WHAT THE TASK ASKS: Go through the lines below and copy any that hold the string "image".

Stored data:
════════

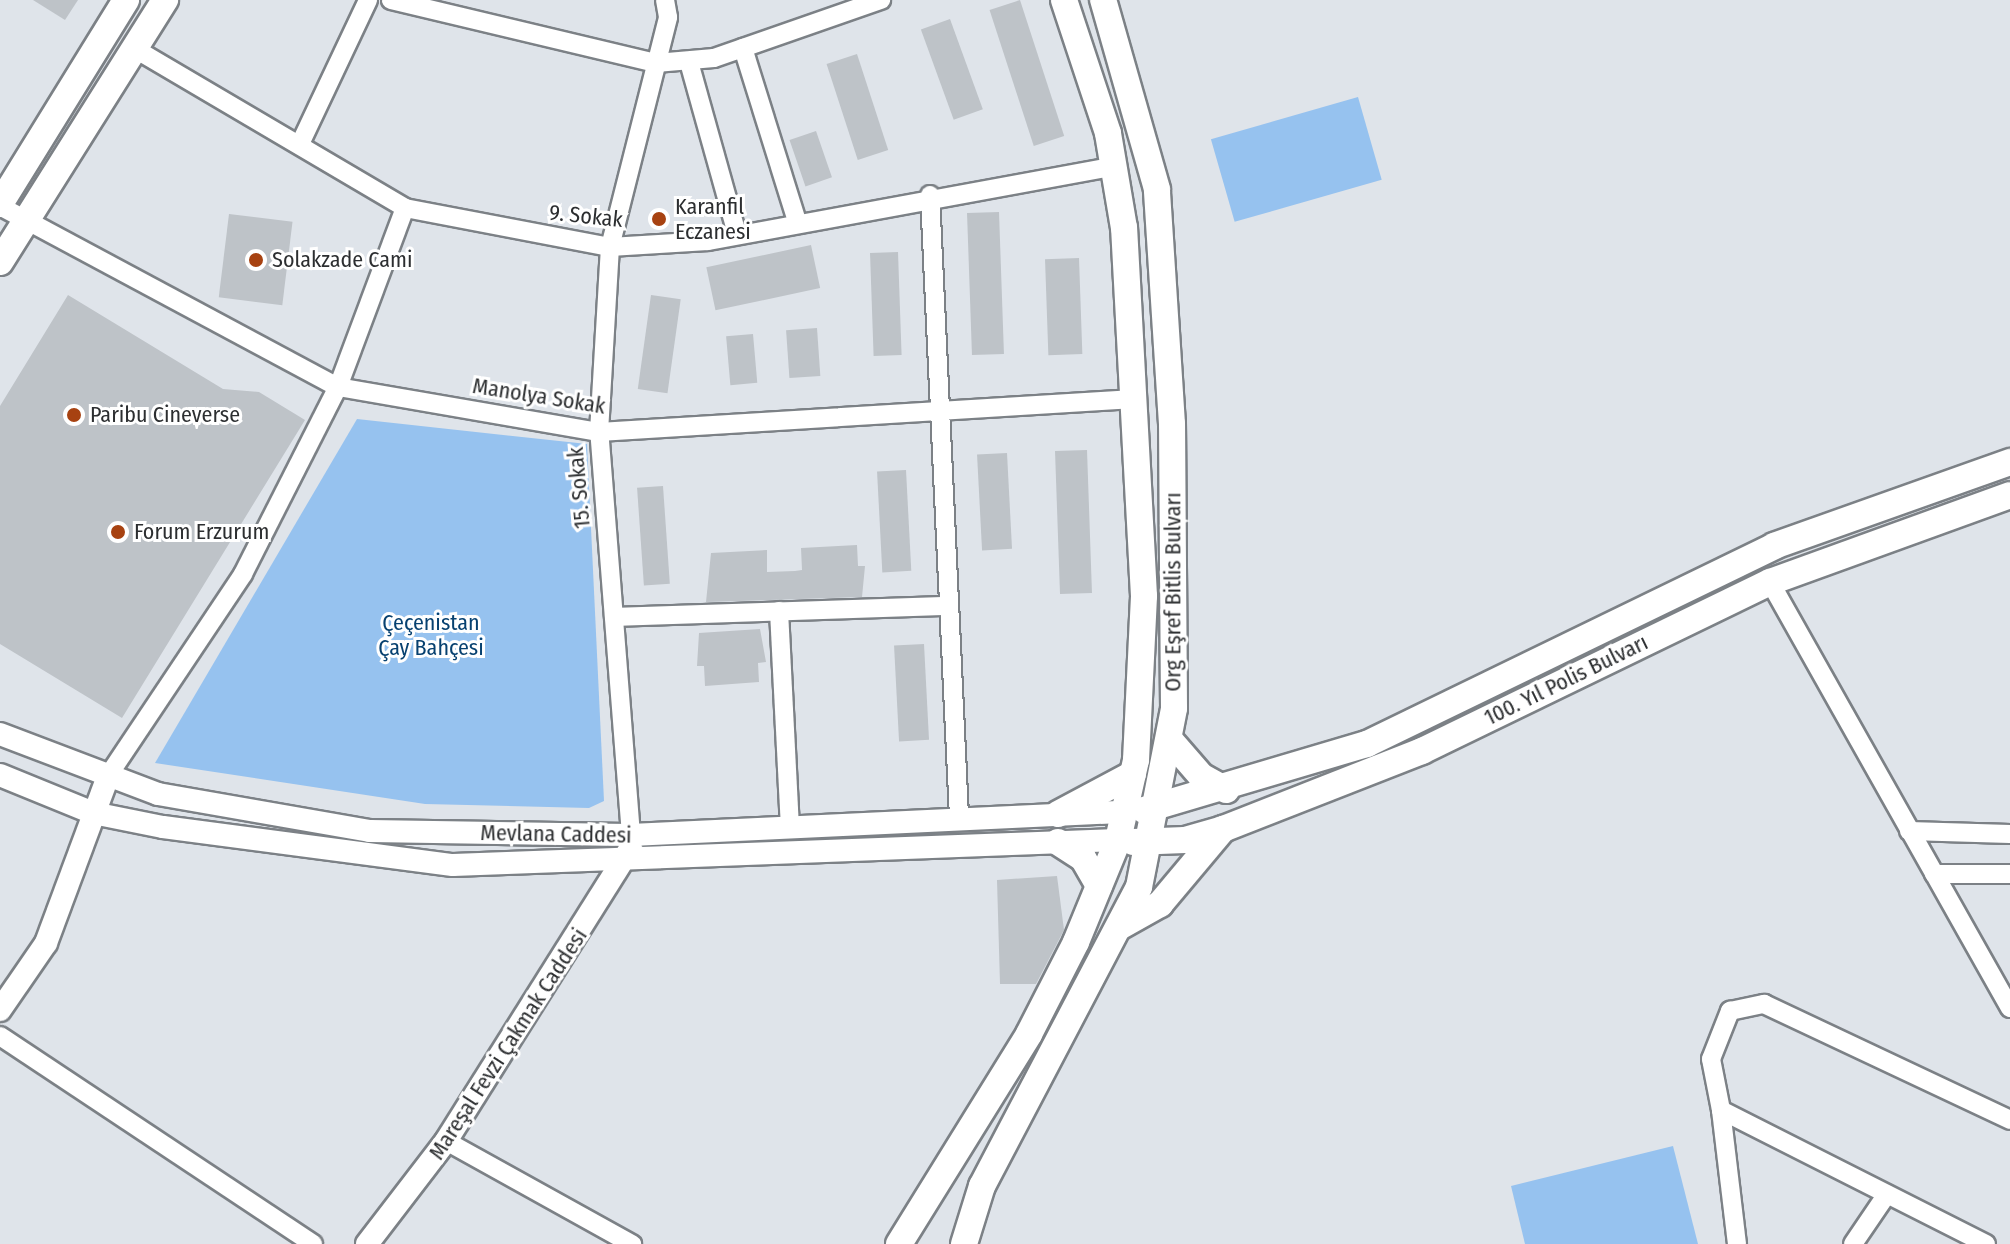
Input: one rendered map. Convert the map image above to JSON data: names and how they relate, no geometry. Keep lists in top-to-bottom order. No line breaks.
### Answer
{"streets":{"main road":["Org Eşref Bitlis Bulvarı","100. Yıl Polis Bulvarı"],"street":["9. Sokak","Manolya Sokak","15. Sokak","Mevlana Caddesi","Mareşal Fevzi Çakmak Caddesi"]},"crossings":[["9. Sokak","15. Sokak"],["Manolya Sokak","15. Sokak"],["15. Sokak","Mevlana Caddesi"],["15. Sokak","Mareşal Fevzi Çakmak Caddesi"],["Org Eşref Bitlis Bulvarı","100. Yıl Polis Bulvarı"],["100. Yıl Polis Bulvarı","Mevlana Caddesi"],["Mevlana Caddesi","Mareşal Fevzi Çakmak Caddesi"]],"parks":["Çeçenistan Çay Bahçesi"],"places":["Karanfil Eczanesi","Solakzade Cami","Paribu Cineverse","Forum Erzurum"]}
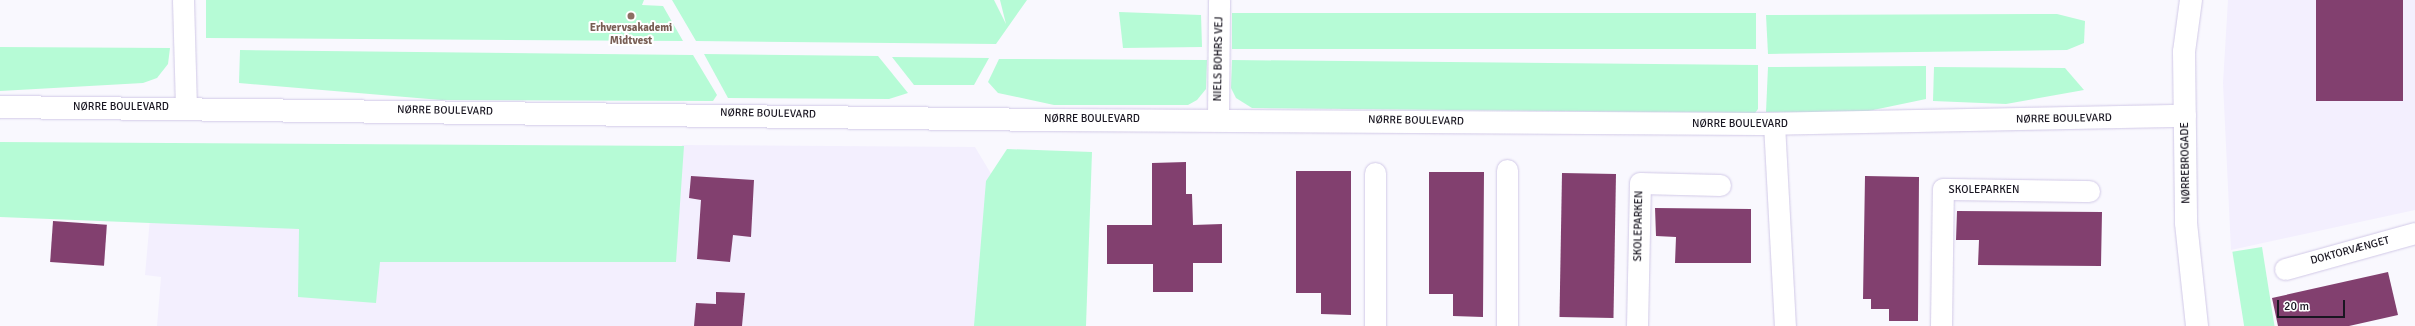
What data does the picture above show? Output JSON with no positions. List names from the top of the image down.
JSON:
{
  "streets": {
    "street": [
      "NIELS BOHRS VEJ",
      "NØRRE BOULEVARD",
      "NØRREBROGADE",
      "SKOLEPARKEN",
      "DOKTORVÆNGET"
    ]
  },
  "crossings": [
    ["NIELS BOHRS VEJ", "NØRRE BOULEVARD"],
    ["NØRRE BOULEVARD", "NØRREBROGADE"]
  ],
  "places": ["Erhvervsakademi Midtvest"],
  "scale_bar": "20 m"
}
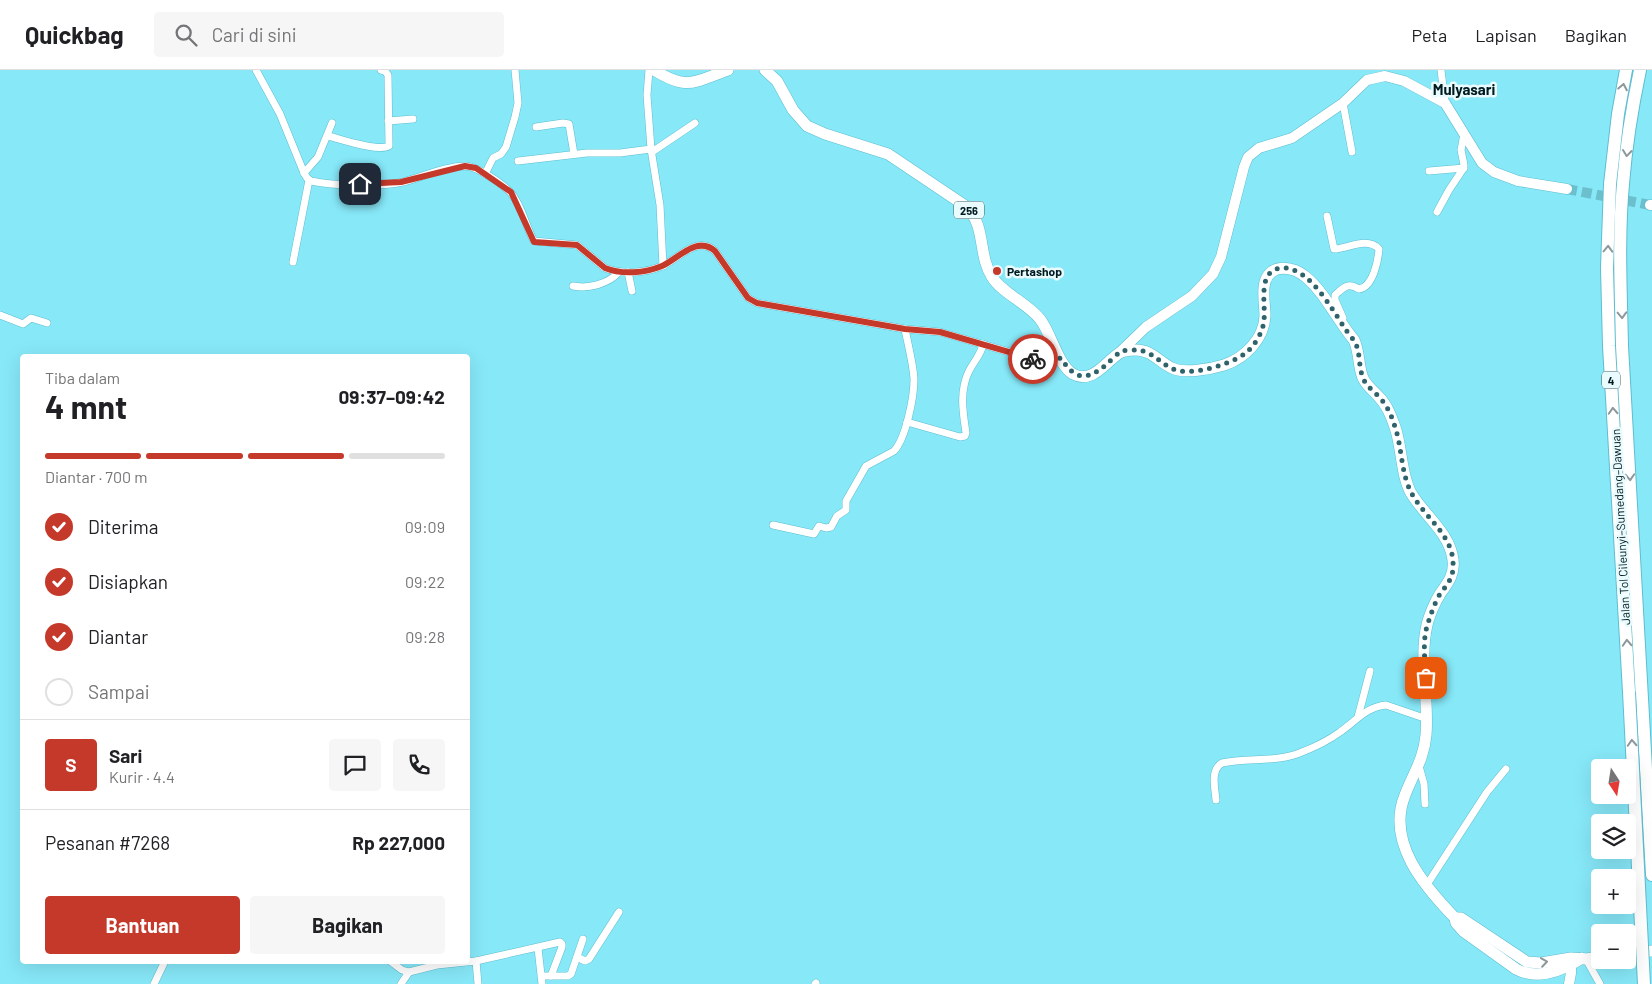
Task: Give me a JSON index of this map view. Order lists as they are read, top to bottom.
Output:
{
  "streets": {
    "highway": ["4", "Jalan Tol Cileunyi–Sumedang–Dawuan"],
    "main road": ["256"]
  },
  "districts": ["Mulyasari"],
  "places": ["Pertashop"],
  "north": "bottom",
  "page": {
    "header": "Quickbag",
    "search": "Cari di sini",
    "nav": ["Peta", "Lapisan", "Bagikan"],
    "heading": ["4 mnt", "Tiba dalam", "09:37–09:42"],
    "panel": [
      "Sari",
      "Kurir · 4.4",
      "Pesanan #7268",
      "Rp 227,000"
    ],
    "bar": "Diantar · 700 m",
    "list": [
      ["Diterima", "09:09"],
      ["Disiapkan", "09:22"],
      ["Diantar", "09:28"],
      "Sampai"
    ],
    "round": "S",
    "map_buttons": ["+", "−"],
    "buttons": ["Bantuan", "Bagikan"]
  }
}
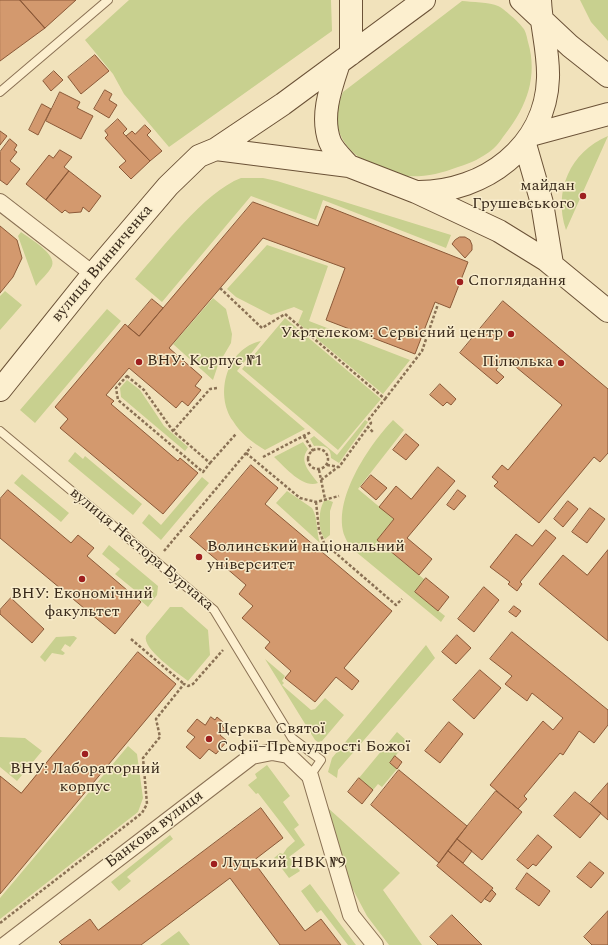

════════

RESULT OF THE TASK:
Input: one rendered map. Convert the map image above to JSON data: names and how they relate, no geometry. Keep lists in top-to-bottom order. No line breaks.
What data does the picture above show? Output JSON with no positions. List names from the top of the image down.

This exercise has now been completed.